Wimborne White vs RAL 260-M
Wimborne White is a Farrow & Ball color while RAL 260-M comes from RAL Effect. Hue-wise, Wimborne White belongs to the beige-white family and RAL 260-M to the beige family. At LRV 90 vs 31, Wimborne White will read as the brighter of the two — a 59-point gap that matters most in north-facing or low-light rooms. At ΔE 48.4, these are genuinely distinct colors — a strong contrast if used together, or a meaningful choice between two different directions. Below you'll find 5 real-room photo comparisons where both colors appear side by side, plus 5 simulated room previews.
Wimborne White vs RAL 260-M in Real Spaces
5 real rooms side by side. Seeing Wimborne White and RAL 260-M in actual rooms makes the difference concrete; browse the spaces below to get a feel for how each color lives on a wall.
Living Room
Living rooms test a color across a full range of conditions — morning sun, afternoon shade, and evening lamp light all shift how both of these read. Wimborne White returns significantly more light to the room — in a smaller or darker space, that difference in perceived brightness is hard to miss.
Bedroom
Bedroom walls are often seen under warm artificial light, a context that shifts both colors from how they look on a chip. The LRV gap is large enough that Wimborne White will make the room feel meaningfully brighter than RAL 260-M would.
Bathroom
Bathrooms amplify color — the enclosed space and reflective surfaces make what reads subtle elsewhere feel more present here. The LRV gap is large enough that Wimborne White will make the room feel meaningfully brighter than RAL 260-M would.
House
At full exterior scale, the difference between these two colors becomes much easier to judge than from a small chip.

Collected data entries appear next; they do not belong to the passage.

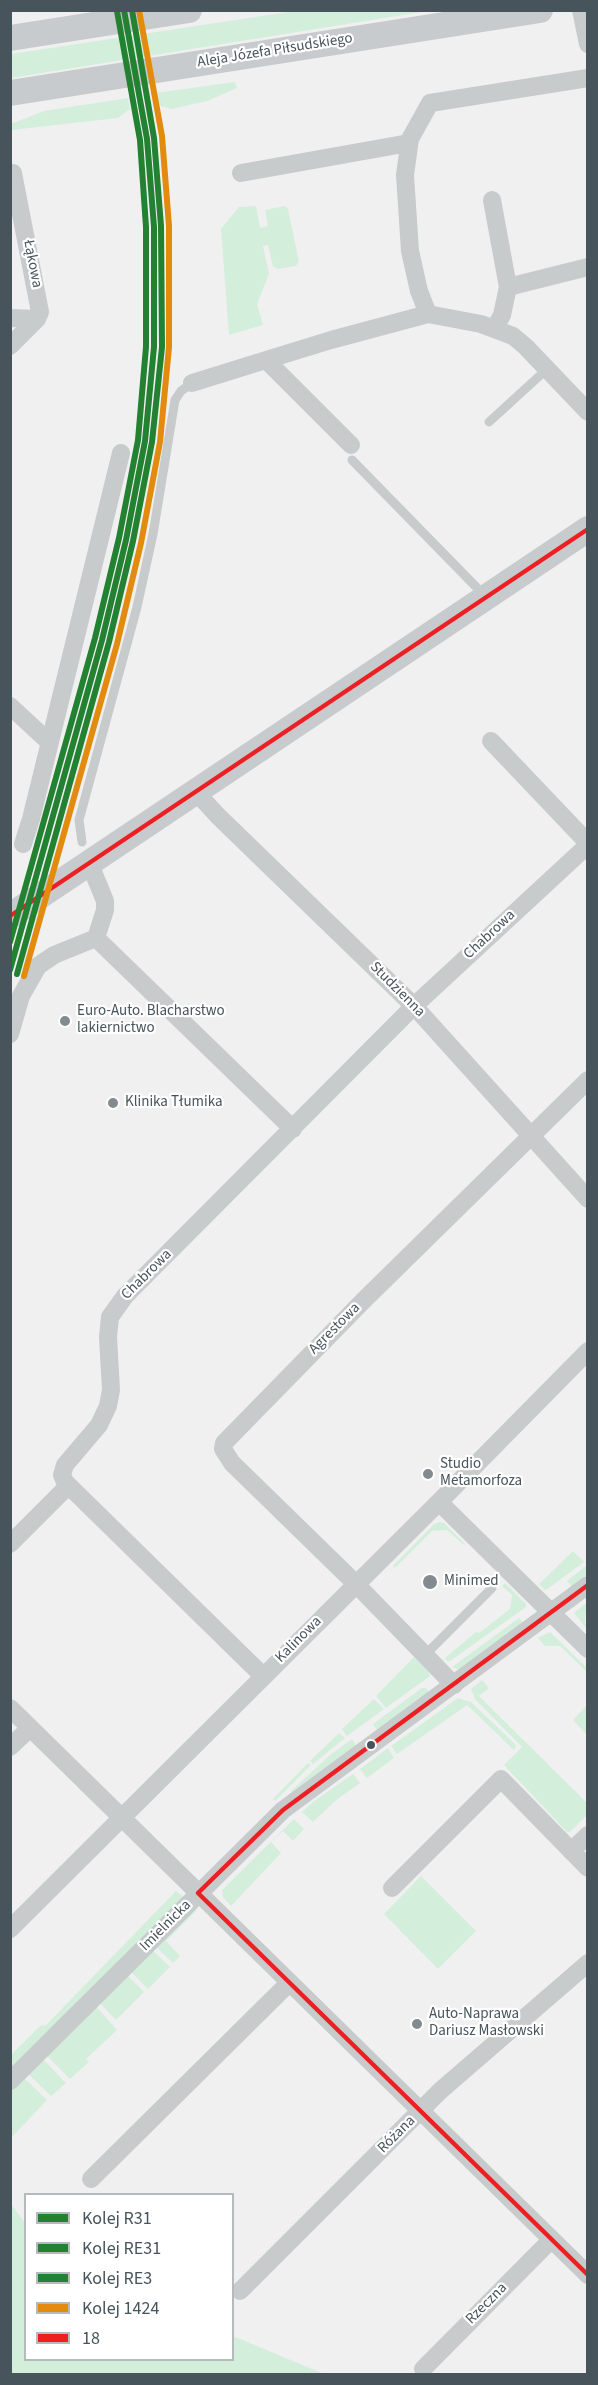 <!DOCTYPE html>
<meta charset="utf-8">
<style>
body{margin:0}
#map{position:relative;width:598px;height:2385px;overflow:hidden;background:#f0f0f0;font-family:"Source Sans 3",sans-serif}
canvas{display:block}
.frame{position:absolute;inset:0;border:12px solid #47545b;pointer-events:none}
.legend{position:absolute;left:24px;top:2193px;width:210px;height:168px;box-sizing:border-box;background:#fff;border:2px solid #b5bbbd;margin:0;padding:8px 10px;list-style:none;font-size:18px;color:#47545b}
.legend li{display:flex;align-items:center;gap:12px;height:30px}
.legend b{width:30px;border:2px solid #b5bbbd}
</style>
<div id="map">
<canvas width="598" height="2385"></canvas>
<div class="frame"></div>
<ul class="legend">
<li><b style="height:8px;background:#238132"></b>Kolej R31</li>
<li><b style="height:8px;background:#238132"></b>Kolej RE31</li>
<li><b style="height:8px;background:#238132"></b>Kolej RE3</li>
<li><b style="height:8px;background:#e38b0e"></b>Kolej 1424</li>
<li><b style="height:8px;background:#ee1f23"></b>18</li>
</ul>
</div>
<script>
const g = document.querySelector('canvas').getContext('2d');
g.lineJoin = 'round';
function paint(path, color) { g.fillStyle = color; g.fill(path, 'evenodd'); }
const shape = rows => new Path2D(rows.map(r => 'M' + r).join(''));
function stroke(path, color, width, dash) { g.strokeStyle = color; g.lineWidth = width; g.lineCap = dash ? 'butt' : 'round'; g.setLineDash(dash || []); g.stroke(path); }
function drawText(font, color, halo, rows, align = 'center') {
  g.font = font + ' "Source Sans 3",sans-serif'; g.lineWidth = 4.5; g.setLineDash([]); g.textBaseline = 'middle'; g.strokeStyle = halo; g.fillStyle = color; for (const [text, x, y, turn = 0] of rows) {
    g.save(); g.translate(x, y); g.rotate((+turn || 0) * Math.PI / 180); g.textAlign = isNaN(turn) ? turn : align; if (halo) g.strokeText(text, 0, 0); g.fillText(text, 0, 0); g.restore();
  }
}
paint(shape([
 [301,10,428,11,11,78,11,54],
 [235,82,237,88,207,101,172,109,157,105,155,93],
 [128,98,130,109,118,118,11,130,11,124,44,111],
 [256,206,260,228,268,226,265,210,285,206,288,209,299,262,296,266,278,269,273,266,268,245,263,246,269,274,257,304,263,325,229,335,221,229,239,207],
 [439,1522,444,1523,465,1544,464,1545,447,1530,432,1531,395,1568,393,1566,434,1524],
 [573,1551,584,1562,546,1590,544,1589,539,1584],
 [587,1565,587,1574,572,1587,567,1581],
 [505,1583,526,1604,526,1607,450,1661,447,1661,445,1658,476,1632,479,1633,510,1609,512,1595,502,1586],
 [587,1602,585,1619,586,1628,574,1613],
 [519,1618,524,1623,459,1670,452,1667],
 [550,1632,587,1668,587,1672,560,1646,545,1646,538,1638],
 [414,1657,428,1671,430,1676,386,1708,376,1696],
 [482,1680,489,1688,479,1696,587,1803,587,1815,570,1832,567,1832,504,1765,522,1747,475,1699,471,1689],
 [422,1688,426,1688,429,1692,377,1730,373,1724],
 [458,1698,471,1702,515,1744,516,1747,514,1750,467,1705,397,1754,391,1746],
 [374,1699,384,1709,347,1736,342,1729],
 [587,1705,587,1735,573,1720],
 [339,1733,345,1738,313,1764,310,1761],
 [352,1739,356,1746,291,1793,291,1791,330,1755],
 [388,1748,394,1758,367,1778,360,1769],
 [308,1763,311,1765,275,1801,273,1799],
 [353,1774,360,1783,335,1801,313,1822,302,1812,314,1801],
 [294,1819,304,1829,293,1841,283,1831,271,1842,281,1853,231,1906,223,1897,222,1890],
 [421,1876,476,1931,438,1969,384,1914],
 [176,1891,186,1899,14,2070,11,2067,11,2055,40,2026,46,2025],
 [194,1909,197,1910,166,1941,180,1956,173,1963,153,1944],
 [149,1947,170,1967,148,1989,128,1969],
 [124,1972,144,1992,116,2020,97,2000],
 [94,2004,117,2030,86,2059,89,2062,70,2079,44,2053],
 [40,2056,66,2083,51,2096,25,2071],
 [21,2075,47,2100,12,2137,10,2086],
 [11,2204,25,2223,26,2360,232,2360,233,2336,324,2374,11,2374]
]), '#d4eedc');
stroke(shape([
 [489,422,547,369],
 [352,460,484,595],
 [82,842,79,820,137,607,153,534,175,400,181,391,192,383],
 [425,1655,492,1588]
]), '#c7cbcc', 9);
stroke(shape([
 [581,10,588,44],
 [588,78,430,103,410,139,405,175,410,251,419,291,428,314,481,324,513,336,526,347,588,412],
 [241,173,409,143],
 [492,200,508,287],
 [10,318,37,319],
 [495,328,502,315,508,287,588,267],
 [10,346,37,319,40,312,13,173],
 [266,360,331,340,428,314],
 [192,383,266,360,351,445],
 [10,706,49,742],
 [491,741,588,843],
 [195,791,218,816,414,1006,588,1199],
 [23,844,31,819,121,453],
 [89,862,105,901,105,910,96,938,293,1129],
 [10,1034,21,996,38,966,54,955,96,938],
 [439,1502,588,1649],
 [10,1544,67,1487],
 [263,1676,65,1482,62,1475,65,1465,99,1425,108,1406,111,1390,108,1337,110,1317,125,1296,414,1006,588,845],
 [454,1685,355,1583,232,1463,223,1449,224,1443,363,1301,588,1080],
 [10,1708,588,2275],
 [10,1747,30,1728],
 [571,1851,588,1835],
 [392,1888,501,1779,588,1868],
 [10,1929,439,1502,588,1351],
 [10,2081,283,1810,588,1585],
 [91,2179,289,1983],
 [240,2291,440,2091,588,1963],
 [423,2369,551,2240]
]), '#c7cbcc', 18);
stroke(shape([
 [10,38,189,10],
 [10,93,540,10],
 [10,916,588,529]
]), '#c8cbcd', 26);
stroke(shape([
 [10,916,588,529],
 [198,1893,588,2275],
 [198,1893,283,1810,588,1585]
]), '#ee1f23', 4.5);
stroke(shape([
 [10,970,102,640,126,540,145,441,154,347,154,227,147,139,124,10]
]), '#238132', 6);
stroke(shape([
 [17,974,109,642,133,541,152,442,162,347,161,226,154,138,132,10]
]), '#238132', 6);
stroke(shape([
 [10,942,95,638,119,538,138,440,146,347,146,227,140,140,117,11]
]), '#238132', 6);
stroke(shape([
 [24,976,117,644,141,543,160,442,169,347,169,226,162,136,139,10]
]), '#e38b0e', 6);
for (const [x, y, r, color] of [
 [65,1021,6,"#828b8f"],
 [113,1103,6,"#828b8f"],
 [428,1474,6,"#828b8f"],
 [430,1582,8,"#828b8f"],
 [371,1745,5,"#47545b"],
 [417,2024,6,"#828b8f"]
]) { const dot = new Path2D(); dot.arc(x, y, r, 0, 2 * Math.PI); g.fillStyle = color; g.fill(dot); stroke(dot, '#fff', 2); }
drawText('15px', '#47545b', '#fff', [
 ["Aleja Józefa Piłsudskiego",275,51,-9],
 ["Łąkowa",32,264,79],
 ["Chabrowa",490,935,-43],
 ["Studzienna",397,990,45],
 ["Chabrowa",147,1275,-45],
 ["Agrestowa",335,1329,-45],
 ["Kalinowa",299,1640,-45],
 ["Imielnicka",166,1926,-45],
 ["Różana",397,2135,-45],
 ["Rzeczna",487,2304,-45]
]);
drawText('15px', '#47545b', '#fff', [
 ["Euro-Auto. Blacharstwo",77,1012],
 ["lakiernictwo",77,1029],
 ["Klinika Tłumika",125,1103],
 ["Studio",440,1465],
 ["Metamorfoza",440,1482],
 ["Minimed",444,1582],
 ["Auto-Naprawa",429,2015],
 ["Dariusz Masłowski",429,2032]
], 'left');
</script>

The LRV gap is large enough that Wimborne White will make the room feel meaningfully brighter than RAL 260-M would.
Kitchen Cabinets
On cabinetry, undertone and temperature become more pronounced against countertops and hardware. The LRV gap is large enough that Wimborne White will make the room feel meaningfully brighter than RAL 260-M would.
Color Details
Wimborne White vs RAL 260-M Simulated Comparison
5 simulated room previews — drag the slider on each to see Wimborne White on one side and RAL 260-M on the other.
Digital color is approximate. These simulations are generated from the manufacturer's hex values and overlaid on grayscale room photos — your screen's calibration, brightness, and viewing angle all affect how they render. Before committing to either color, test physical samples in your own space under the light you actually live with.
More Wimborne White comparisons
See how Wimborne White stacks up against other well-photographed colors across different brands and tones.